Question: Let P be the point (3,0) and Q be a moving point (0,3t). Let PQ be trisected at R so that R is neare...

Question

Let P be the point (3,0) and Q be a moving point (0,3t). Let PQ be trisected at R so that R is nearer to Q. RN is drawn perpendicular to PQ meeting the x-axis at N. The locus of the midpoint of RN is
(a) ${{\left( x+3 \right)}^{2}}-3y=0$
(b) ${{\left( y+3 \right)}^{2}}-3x=0$
(c) ${{x}^{2}}-y=1$
(d) ${{y}^{2}}-x=1$

Answer 1

Solution

Point of trisection means a point which exactly divides a line segment into three equal parts. Here, point R divides a line segment PQ into 3 parts but point R is closer to Q hence dividing the line segment PQ in a ratio of 2:1 internally. First we have to find out the point of division and then the locus of midpoint by applying the midpoint formula.

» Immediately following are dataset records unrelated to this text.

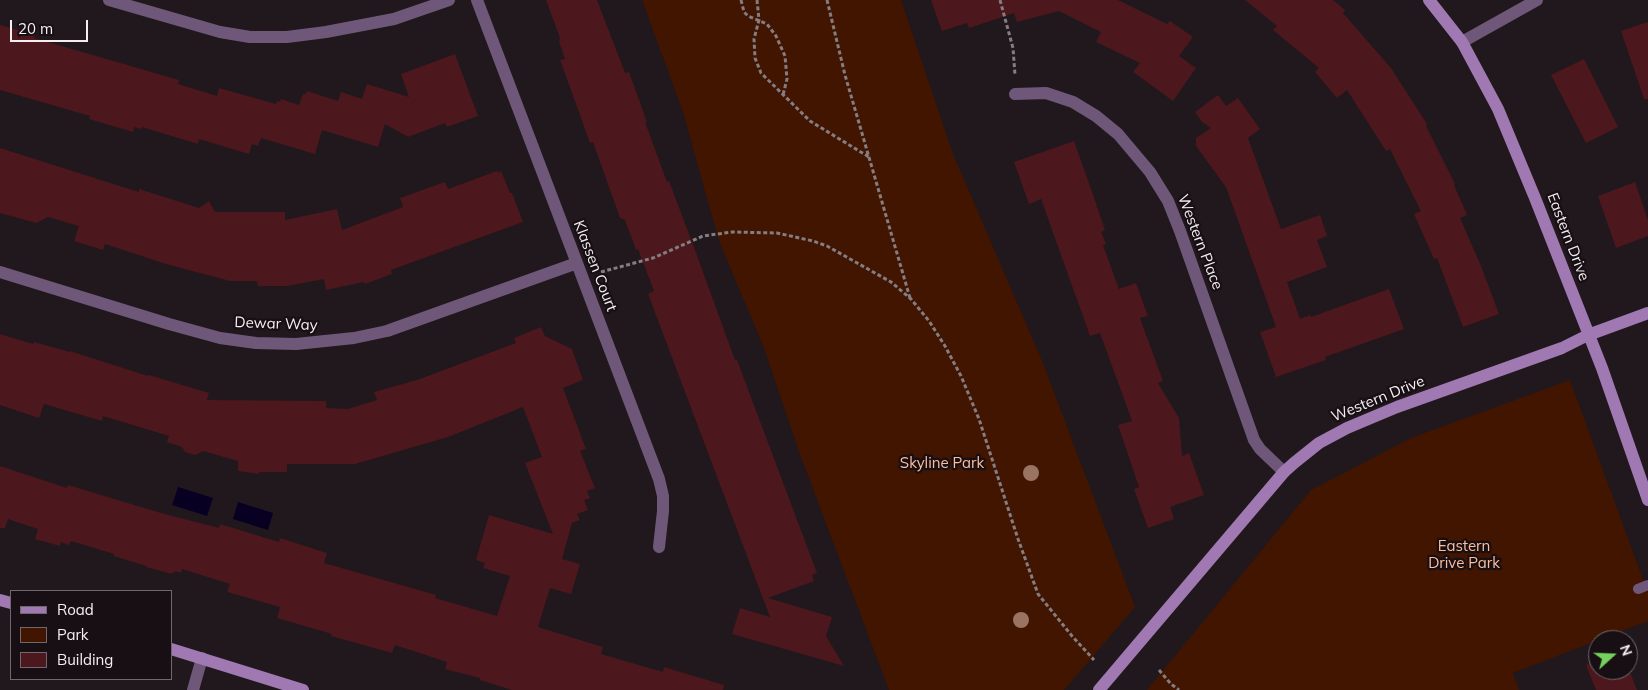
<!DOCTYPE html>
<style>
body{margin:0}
#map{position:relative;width:1648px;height:690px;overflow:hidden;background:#20181c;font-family:Mulish,sans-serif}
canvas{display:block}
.legend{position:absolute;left:10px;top:590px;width:162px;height:90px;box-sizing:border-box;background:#170f13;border:1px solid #6f686c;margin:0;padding:6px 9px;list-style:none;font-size:15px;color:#f4eef1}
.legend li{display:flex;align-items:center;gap:10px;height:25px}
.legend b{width:25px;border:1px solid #6f686c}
.north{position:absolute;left:1588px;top:630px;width:50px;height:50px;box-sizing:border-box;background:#170f13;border:1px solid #6f686c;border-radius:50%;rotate:70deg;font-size:14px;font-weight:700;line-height:20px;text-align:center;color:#f4eef1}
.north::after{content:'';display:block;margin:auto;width:18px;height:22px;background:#74d25c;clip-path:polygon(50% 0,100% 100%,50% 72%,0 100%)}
.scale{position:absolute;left:10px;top:20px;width:78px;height:22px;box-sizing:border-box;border:2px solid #f4eef1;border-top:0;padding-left:6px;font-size:15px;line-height:18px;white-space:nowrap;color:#f4eef1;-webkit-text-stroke:4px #170f13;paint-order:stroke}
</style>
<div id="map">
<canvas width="1648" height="690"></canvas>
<ul class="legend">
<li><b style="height:6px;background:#a078b2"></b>Road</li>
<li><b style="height:14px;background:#411500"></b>Park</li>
<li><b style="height:14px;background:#4c171d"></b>Building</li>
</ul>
<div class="north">N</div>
<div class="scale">20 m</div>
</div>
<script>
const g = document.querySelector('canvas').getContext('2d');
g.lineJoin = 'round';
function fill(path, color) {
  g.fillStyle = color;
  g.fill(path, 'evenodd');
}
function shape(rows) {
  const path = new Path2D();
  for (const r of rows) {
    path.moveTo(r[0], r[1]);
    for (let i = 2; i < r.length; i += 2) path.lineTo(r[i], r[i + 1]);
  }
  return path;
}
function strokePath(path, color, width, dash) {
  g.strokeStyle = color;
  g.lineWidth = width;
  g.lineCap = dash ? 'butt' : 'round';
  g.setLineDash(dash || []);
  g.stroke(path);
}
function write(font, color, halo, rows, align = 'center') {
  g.font = font + ' Mulish,sans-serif';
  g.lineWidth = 4.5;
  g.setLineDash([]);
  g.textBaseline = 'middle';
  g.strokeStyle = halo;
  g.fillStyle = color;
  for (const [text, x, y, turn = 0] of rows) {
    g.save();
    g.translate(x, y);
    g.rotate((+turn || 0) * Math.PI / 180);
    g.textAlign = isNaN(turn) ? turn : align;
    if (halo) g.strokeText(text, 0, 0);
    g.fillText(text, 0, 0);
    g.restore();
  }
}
fill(shape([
 [642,0,901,0,953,154,1043,363,1135,607,1064,690,889,690,801,457,764,348,719,241,683,112],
 [1570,380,1648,593,1648,621,1513,673,1519,690,1147,690,1311,490,1411,438]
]), '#411500');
fill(shape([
 [178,487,213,498,207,516,172,505],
 [238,502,273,513,268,530,233,519]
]), '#070023');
fill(shape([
 [546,0,597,0,625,73,629,72,647,122,645,122,667,182,669,181,695,250,735,360,737,360,817,573,812,575,814,581,768,598,832,617,826,636,844,666,732,634,740,608,770,617,648,294,654,291,638,249,636,250,625,220,620,218,593,142,590,143,580,115,560,60,565,59,559,41,560,38],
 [931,0,1118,0,1167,24,1170,21,1193,37,1179,56,1196,68,1173,101,1133,72,1140,63,1096,42,1101,32,1059,11,1017,22,1014,13,969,28,967,23,942,31],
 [1245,0,1333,0,1345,10,1343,13,1391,68,1427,124,1426,126,1455,184,1454,185,1467,215,1460,218,1481,266,1499,314,1463,327,1437,258,1434,259,1414,214,1421,211,1390,149,1386,151,1347,90,1337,98,1315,72,1319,68,1273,30,1277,26],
 [1648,22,1648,99,1644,99,1621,31],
 [0,25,35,35,34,38,179,80,178,84,217,96,219,88,276,104,277,101,280,102,281,99,299,105,303,94,306,94,307,91,338,101,341,92,362,99,367,84,409,97,401,74,455,54,478,116,447,127,445,123,408,137,385,124,378,147,322,130,315,154,261,138,258,146,252,144,249,154,199,139,198,144,142,127,141,129,134,127,133,132,89,119,90,116,0,90],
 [1584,59,1618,127,1586,143,1551,75],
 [1218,95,1226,106,1238,98,1260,129,1248,138,1281,229,1320,215,1327,236,1317,240,1327,267,1287,282,1300,319,1310,315,1311,317,1389,289,1404,329,1325,357,1326,360,1276,377,1260,332,1276,327,1226,187,1196,146,1196,138,1211,128,1202,122,1195,112],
 [1074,141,1097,206,1095,208,1097,207,1105,230,1101,232,1106,244,1103,245,1119,289,1136,283,1148,316,1140,318,1163,381,1158,383,1179,418,1182,456,1189,453,1204,495,1170,507,1174,519,1148,528,1134,489,1139,487,1118,425,1132,421,1100,333,1090,336,1041,199,1029,204,1014,162],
 [0,148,126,188,139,192,139,189,199,208,209,201,215,212,285,212,285,220,337,209,342,230,403,207,400,198,445,182,448,189,497,171,498,173,501,171,510,193,512,193,523,222,391,270,392,274,365,284,364,282,326,290,324,279,288,286,258,286,257,281,230,281,166,264,105,244,103,250,74,241,79,226,48,217,36,223,0,213],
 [1635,182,1648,220,1648,236,1616,248,1598,196],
 [541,327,545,336,572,349,583,380,563,388,586,449,580,451,595,488,587,491,590,498,584,500,588,510,577,514,580,520,572,523,562,559,580,564,571,594,550,588,538,627,603,647,601,654,663,672,664,667,724,685,723,690,512,690,480,680,480,678,445,669,447,662,395,645,392,653,331,636,332,634,277,618,280,607,227,592,230,584,182,569,181,573,175,571,175,573,172,572,172,574,146,567,146,566,114,556,114,554,71,541,69,545,61,542,60,546,35,539,38,529,8,519,5,528,0,528,0,466,67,488,68,485,161,513,219,528,220,524,279,542,280,538,327,553,324,563,436,595,435,598,497,616,510,576,483,568,485,563,476,560,489,515,553,534,525,463,542,457,523,407,448,437,355,464,287,464,287,472,259,472,259,474,238,471,238,461,203,451,195,455,185,452,182,447,167,442,169,436,103,416,102,421,44,404,39,418,0,405,0,334,33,344,34,342,70,352,70,351,148,376,149,375,209,393,207,400,326,401,326,408,348,409,377,400,374,392,417,380,516,343,514,338],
 [1598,660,1598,670,1628,670,1628,667,1637,690,1596,690,1586,665]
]), '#4c171d');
strokePath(shape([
 [741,0,744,12,748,16,767,24,776,36,785,56,787,79,783,95],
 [757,0,759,20,754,39,755,58,761,73,810,121,869,157],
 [827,0,845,75,910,298],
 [1000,0,1013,48,1015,75],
 [601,272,653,258,703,236,732,232,777,233,813,241,827,246,891,282,911,299,929,321,945,346,961,376,979,419,1018,539,1038,594,1072,636,1094,660],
 [1159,670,1171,684,1179,690]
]), '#857d81', 3, [4, 2.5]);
strokePath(shape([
 [1638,589,1648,585]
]), '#6f577a', 10);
strokePath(shape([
 [109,0,220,32,250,37,287,37,326,32,394,19,449,0],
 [477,0,659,479,663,496,663,511,659,547],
 [1462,42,1537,0],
 [1015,94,1046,93,1073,102,1096,116,1118,134,1150,172,1168,201,1180,231,1254,440,1260,449,1284,472],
 [0,272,169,324,220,338,256,343,296,344,354,338,387,331,577,263],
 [193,690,202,658]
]), '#6f577a', 12);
strokePath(shape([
 [1429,0,1462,42,1498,109,1535,198,1602,368,1648,500],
 [0,600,11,603],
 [171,649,303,690],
 [1099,690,1284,472,1294,463,1319,443,1347,428,1397,407,1562,348,1588,335,1648,313]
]), '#a078b2', 12);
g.fillStyle = '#9a7362';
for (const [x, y] of [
 [1031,473],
 [1021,620]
]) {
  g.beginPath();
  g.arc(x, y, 8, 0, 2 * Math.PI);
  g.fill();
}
write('15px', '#f4eef1', '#170f13', [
 ["Eastern Drive",1568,237,69],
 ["Western Place",1200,242,69],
 ["Klassen Court",595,266,69],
 ["Dewar Way",276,324,2],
 ["Western Drive",1378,399,-22]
]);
write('15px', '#febd9c', '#170f13', [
 ["Skyline Park",942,463],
 ["Eastern",1464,546],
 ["Drive Park",1464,563]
]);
</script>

Complete step-by-step answer:

The point P which divides the line segment joining the points A $\left( {{x}_{1,}}{{y}_{1}} \right)$ , B $\left( {{x}_{2}},{{y}_{2}} \right)$ in the ratio m:n internally is given by
P = $\left( \dfrac{m{{x}_{2}}+n{{x}_{1}}}{m+n},\dfrac{m{{y}_{2}}+n{{y}_{1}}}{m+n} \right)$
P(3,0) and Q(0,3t) are given. Now we have to find R which divides P and Q internally in the ratio 2:1.
R= $\left( \dfrac{2(0)+1(-3)}{2+1},\dfrac{2(3t)+1(0)}{2+1} \right)$
R = (-1,2t)
Now consider the point N as (x,0) because it is lying on the x axis and the line RN is perpendicular to PQ.
Slope of PQ $\times$ slope of RN = -1
Because the product of slopes of two perpendicular lines is -1.
$\dfrac{3t-0}{0-(-3)}\times \dfrac{2t-0}{-1-x}=-1$
$\begin{aligned} & 2{{t}^{2}}=x+1 \\\ & x=2{{t}^{2}}-1 \\\ \end{aligned}$
$\begin{aligned} & 2{{t}^{2}}=x+1 \\\ & x=2{{t}^{2}}-1 \\\ \end{aligned}$
The point N is $\left( 2{{t}^{2}}-1,0 \right)$

The locus of midpoint of RN is
Formula for midpoint is: $\left( \dfrac{{{x}_{1}}+{{x}_{2}}}{2},\dfrac{{{y}_{1}}+{{y}_{2}}}{2} \right)$
The midpoint of RN is $\left( \dfrac{2{{t}^{2}}-1+\left( -1 \right)}{2},\dfrac{2t+0}{2} \right)$
(x,y) = $\left( {{t}^{2}}-1,t \right)$
Therefore y=t, x= ${{t}^{2}}-1$
$\therefore$ $x={{y}^{2}}-1$
Therefore the option is d.

So, the correct answer is “Option d”.

Note: When two lines are perpendicular to each other the product of their slopes is equal to -1. R can divide P and Q in the ratio 1:2 and 2:1 internally. Here we have to take 2:1 because it was given that R is closer to Q.